Decandencia de la Penitencia única e irrepetible 

Sólo podía accederse a ella una sola vez después del bautismo. A quien recayese en una falta grave después de esta penitencia no le quedaba más que la penitencia privada pero no sacramental.

El principio de la penitencia única e irrepetible, de la entrada en el orden de los penitentes, etc., chocaba con la pastoral de la vida diaria. Los obispos mismos, y frecuentemente los más famosos (Basilio, Juan Crisóstomo, Agustín), parecen haber tenido una pastoral práctica más flexible que lo que pedía la estricta teoría en muchos casos.

Pero esta relativa “flexibilidad pastoral” no puso en tela de juicio el principio mismo de la irreiterabilidad de la penitencia, defendido continuamente por los Padres y en los Sínodos (lo cual demuestra la dificultad de ponerlo en práctica). Razonando simplemente, este sistema de penitencia única y muy exigente no podía sino traer una especie de disfunción en una Iglesia que era multitudinaria, en la que su “oposición al mundo”, dura al principio en las épocas de las persecuciones, se había aminorado considerablemente porque a partir de la paz constantiniana era ya muy conveniente hacerse cristiano, aunque algunos fuesen catecúmenos toda la vida para ser bautizados “in extremis”.

Pero incluso entre los bautizados reos de pecados graves, la mayoría (según parece) rechazaban insistentemente la petición de entrar en el “orden de los penitentes”, que les parecía coercitivo y humillante.

Esta penitencia antigua tenía unas características muy peculiares que llevaron la institución penitencial a un callejón sin salida.

Sólo podía accederse a ella una sola vez después del bautismo. A quien recayese en una falta grave después de esta penitencia no le quedaba más que la penitencia privada pero no sacramental, por lo que tiende a convertirse cada vez más en preparación inmediata para la muerte.

No todos podían acceder a esa penitencia, por las consecuencias que dejaba para toda la vida. De hecho, una vez reconciliado y admitido a la comunión tenía que aceptar una especie de muerte civil, pues no podía ya ocupar cargos públicos ni acceder a puestos eclesiásticos.
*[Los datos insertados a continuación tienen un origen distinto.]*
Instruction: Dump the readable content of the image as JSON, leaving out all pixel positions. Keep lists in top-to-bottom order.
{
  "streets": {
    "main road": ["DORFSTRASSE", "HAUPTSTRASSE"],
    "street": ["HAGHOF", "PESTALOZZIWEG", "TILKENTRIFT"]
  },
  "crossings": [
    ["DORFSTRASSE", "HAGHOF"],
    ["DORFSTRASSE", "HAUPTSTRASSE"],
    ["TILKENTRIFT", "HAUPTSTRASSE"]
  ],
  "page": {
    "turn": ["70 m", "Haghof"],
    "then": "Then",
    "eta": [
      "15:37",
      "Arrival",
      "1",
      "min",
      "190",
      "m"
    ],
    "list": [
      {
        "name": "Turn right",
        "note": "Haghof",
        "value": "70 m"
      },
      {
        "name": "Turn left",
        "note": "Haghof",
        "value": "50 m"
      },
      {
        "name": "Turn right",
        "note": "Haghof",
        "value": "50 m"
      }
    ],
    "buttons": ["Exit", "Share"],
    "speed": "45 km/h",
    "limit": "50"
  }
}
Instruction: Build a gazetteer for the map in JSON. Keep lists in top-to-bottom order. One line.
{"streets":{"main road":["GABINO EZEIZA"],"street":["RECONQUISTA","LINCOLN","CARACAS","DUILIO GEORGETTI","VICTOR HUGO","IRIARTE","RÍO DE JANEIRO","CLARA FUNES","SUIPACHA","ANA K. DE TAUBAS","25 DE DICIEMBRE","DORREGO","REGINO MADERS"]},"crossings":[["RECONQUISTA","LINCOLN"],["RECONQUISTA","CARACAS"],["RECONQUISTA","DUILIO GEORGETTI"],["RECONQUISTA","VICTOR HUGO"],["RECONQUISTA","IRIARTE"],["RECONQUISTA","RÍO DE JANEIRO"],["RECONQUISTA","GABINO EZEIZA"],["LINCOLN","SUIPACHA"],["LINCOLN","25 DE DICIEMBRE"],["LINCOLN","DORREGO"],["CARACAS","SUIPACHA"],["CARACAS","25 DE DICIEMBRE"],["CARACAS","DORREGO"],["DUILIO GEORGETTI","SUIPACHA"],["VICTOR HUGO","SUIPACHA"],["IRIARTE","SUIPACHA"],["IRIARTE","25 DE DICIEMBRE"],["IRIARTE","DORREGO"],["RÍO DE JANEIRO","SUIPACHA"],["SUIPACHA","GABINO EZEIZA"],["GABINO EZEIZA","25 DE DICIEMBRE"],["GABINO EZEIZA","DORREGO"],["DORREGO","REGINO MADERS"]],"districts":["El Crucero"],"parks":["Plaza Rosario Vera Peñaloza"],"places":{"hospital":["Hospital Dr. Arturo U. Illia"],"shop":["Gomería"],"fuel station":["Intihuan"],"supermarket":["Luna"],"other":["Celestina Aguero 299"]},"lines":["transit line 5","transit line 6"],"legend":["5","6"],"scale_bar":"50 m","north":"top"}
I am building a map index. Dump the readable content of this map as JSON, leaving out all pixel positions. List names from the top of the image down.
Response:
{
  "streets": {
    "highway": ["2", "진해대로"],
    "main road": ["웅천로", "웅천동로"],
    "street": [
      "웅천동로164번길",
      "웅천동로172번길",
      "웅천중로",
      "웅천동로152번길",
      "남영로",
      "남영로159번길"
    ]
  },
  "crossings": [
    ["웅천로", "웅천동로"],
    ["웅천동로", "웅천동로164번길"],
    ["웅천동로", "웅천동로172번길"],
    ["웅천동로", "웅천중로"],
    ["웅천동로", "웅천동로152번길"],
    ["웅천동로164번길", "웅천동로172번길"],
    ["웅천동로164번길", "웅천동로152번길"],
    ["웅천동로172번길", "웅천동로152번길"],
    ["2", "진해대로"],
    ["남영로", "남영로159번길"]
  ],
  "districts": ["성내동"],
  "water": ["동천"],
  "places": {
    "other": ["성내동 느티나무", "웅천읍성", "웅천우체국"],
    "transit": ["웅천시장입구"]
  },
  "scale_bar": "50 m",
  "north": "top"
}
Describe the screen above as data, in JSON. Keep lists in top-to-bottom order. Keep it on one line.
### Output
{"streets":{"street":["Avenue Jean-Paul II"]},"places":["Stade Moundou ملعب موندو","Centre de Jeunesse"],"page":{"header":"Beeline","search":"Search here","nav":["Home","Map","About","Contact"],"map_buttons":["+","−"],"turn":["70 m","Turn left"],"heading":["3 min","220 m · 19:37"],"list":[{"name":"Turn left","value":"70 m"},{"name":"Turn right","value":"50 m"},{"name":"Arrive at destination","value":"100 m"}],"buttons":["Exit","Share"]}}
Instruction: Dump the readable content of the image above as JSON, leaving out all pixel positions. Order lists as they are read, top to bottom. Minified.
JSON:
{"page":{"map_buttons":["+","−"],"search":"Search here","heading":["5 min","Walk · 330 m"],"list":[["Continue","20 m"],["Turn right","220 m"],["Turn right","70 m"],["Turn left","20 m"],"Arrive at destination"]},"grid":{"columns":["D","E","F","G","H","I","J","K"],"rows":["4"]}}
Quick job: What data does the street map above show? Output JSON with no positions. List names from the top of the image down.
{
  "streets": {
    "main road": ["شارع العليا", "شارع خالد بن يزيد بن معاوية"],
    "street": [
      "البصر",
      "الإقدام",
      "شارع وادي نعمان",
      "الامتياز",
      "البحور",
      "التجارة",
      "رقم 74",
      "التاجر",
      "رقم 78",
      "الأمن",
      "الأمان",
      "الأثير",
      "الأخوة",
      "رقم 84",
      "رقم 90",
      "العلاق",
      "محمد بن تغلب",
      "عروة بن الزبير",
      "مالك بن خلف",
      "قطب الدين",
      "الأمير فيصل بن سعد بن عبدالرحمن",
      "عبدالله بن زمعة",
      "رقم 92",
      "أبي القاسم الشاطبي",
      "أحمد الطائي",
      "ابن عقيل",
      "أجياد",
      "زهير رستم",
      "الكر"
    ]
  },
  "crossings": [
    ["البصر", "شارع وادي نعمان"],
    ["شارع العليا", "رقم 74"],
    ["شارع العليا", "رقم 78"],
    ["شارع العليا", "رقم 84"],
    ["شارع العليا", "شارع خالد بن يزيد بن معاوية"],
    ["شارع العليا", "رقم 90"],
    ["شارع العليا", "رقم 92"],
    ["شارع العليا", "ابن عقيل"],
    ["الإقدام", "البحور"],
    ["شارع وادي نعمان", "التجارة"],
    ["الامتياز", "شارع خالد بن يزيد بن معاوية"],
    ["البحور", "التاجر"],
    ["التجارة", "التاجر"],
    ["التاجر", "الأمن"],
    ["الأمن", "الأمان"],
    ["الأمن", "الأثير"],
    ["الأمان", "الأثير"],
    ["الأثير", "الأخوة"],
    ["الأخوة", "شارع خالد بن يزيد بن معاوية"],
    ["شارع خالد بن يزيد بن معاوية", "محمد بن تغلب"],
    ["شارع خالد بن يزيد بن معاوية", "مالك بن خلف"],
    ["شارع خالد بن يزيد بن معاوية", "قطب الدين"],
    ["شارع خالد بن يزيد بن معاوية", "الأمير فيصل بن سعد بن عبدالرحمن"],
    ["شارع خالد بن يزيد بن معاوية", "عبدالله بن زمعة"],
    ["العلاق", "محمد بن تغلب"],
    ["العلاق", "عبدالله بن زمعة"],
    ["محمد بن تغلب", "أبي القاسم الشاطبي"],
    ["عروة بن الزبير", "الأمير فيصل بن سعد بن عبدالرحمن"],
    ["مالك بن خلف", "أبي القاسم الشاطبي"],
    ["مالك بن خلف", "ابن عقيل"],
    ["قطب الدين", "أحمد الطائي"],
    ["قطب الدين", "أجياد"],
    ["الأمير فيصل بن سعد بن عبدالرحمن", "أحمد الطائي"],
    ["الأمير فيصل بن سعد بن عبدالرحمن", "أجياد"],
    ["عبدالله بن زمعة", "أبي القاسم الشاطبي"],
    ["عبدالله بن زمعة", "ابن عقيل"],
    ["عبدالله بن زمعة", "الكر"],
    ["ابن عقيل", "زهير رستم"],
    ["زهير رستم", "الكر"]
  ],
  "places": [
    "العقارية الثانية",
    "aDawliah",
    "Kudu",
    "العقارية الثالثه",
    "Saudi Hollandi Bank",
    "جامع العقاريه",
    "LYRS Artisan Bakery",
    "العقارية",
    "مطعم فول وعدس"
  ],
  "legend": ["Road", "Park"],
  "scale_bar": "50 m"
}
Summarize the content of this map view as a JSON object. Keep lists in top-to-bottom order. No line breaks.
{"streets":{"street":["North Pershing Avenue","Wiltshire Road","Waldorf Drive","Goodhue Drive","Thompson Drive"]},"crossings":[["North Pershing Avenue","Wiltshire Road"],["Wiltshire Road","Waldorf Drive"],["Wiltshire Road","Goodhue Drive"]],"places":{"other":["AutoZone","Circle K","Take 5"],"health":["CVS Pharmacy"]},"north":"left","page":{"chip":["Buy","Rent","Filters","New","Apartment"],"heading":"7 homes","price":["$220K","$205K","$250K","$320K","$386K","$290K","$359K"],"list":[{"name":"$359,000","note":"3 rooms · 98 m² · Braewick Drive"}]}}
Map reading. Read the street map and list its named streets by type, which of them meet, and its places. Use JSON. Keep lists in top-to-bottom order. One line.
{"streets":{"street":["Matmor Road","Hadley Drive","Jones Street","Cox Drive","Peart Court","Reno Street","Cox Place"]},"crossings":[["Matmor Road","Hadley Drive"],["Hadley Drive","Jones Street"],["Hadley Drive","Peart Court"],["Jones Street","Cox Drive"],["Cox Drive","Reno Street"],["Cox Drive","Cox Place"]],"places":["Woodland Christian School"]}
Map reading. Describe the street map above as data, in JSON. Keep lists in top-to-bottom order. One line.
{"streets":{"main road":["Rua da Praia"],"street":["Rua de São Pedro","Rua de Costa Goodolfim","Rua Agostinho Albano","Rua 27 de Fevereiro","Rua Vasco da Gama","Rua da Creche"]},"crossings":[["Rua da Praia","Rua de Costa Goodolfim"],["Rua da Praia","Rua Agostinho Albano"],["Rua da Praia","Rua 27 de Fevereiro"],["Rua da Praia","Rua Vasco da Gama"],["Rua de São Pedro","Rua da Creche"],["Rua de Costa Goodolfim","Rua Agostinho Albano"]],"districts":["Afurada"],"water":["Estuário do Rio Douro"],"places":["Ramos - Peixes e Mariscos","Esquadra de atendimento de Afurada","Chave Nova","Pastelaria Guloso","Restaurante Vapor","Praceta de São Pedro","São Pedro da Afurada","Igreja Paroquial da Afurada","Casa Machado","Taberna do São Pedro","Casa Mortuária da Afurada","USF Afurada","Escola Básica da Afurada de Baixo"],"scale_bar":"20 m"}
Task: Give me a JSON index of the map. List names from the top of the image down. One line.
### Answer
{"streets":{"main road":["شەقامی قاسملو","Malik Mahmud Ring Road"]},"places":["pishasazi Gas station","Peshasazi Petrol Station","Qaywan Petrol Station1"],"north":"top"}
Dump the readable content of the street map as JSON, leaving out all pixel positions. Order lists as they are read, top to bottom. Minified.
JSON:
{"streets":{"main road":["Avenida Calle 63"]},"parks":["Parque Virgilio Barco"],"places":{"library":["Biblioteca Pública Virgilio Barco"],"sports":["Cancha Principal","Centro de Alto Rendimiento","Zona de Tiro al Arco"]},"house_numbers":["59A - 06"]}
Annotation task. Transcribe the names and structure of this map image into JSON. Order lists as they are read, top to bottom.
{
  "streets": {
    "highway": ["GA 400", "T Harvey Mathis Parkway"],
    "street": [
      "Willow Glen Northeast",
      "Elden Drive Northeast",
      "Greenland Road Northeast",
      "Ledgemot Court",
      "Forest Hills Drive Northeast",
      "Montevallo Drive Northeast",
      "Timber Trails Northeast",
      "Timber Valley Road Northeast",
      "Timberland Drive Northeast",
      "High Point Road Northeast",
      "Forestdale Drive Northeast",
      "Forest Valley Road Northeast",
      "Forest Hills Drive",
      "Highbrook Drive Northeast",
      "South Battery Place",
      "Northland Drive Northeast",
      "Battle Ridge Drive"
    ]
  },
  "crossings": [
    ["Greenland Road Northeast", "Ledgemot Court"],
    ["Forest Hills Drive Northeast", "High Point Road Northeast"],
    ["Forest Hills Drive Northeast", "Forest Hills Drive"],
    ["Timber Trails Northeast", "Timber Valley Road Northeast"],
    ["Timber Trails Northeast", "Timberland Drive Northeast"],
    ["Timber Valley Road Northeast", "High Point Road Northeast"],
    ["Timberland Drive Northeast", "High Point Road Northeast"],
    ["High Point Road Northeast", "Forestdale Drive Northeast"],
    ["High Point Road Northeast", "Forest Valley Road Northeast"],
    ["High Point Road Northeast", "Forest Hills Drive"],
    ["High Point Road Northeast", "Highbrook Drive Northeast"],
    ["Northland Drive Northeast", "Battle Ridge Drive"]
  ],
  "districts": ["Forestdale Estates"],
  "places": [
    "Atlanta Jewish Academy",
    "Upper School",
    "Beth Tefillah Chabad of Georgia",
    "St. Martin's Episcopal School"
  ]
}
Por otra parte, si estaba casado no podía vivir conyugalmente, si estaba soltero no podía casarse y si estaba viudo no podía volver a casarse.

A los jóvenes de ambos sexos se les prohibía la penitencia canónica por el peligro de recaída.

Desde el siglo IV se prohibía a los clérigos, cuyo ingreso en el orden sacerdotal equivalía a la primera penitencia.

Tampoco podía imponerse a los casados sin previa autorización del respectivo cónyuge, dado que la continencia era frecuentemente una de las penitencias que se imponía al penitente.

De todo ello resultó una proliferación de prácticas penitenciales que surgieron a causa de preocupaciones pastorales que, aunque no estaban posiblemente apoyadas por una seria reflexión teológica, pretendían al menos paliar una situación de clara crisis.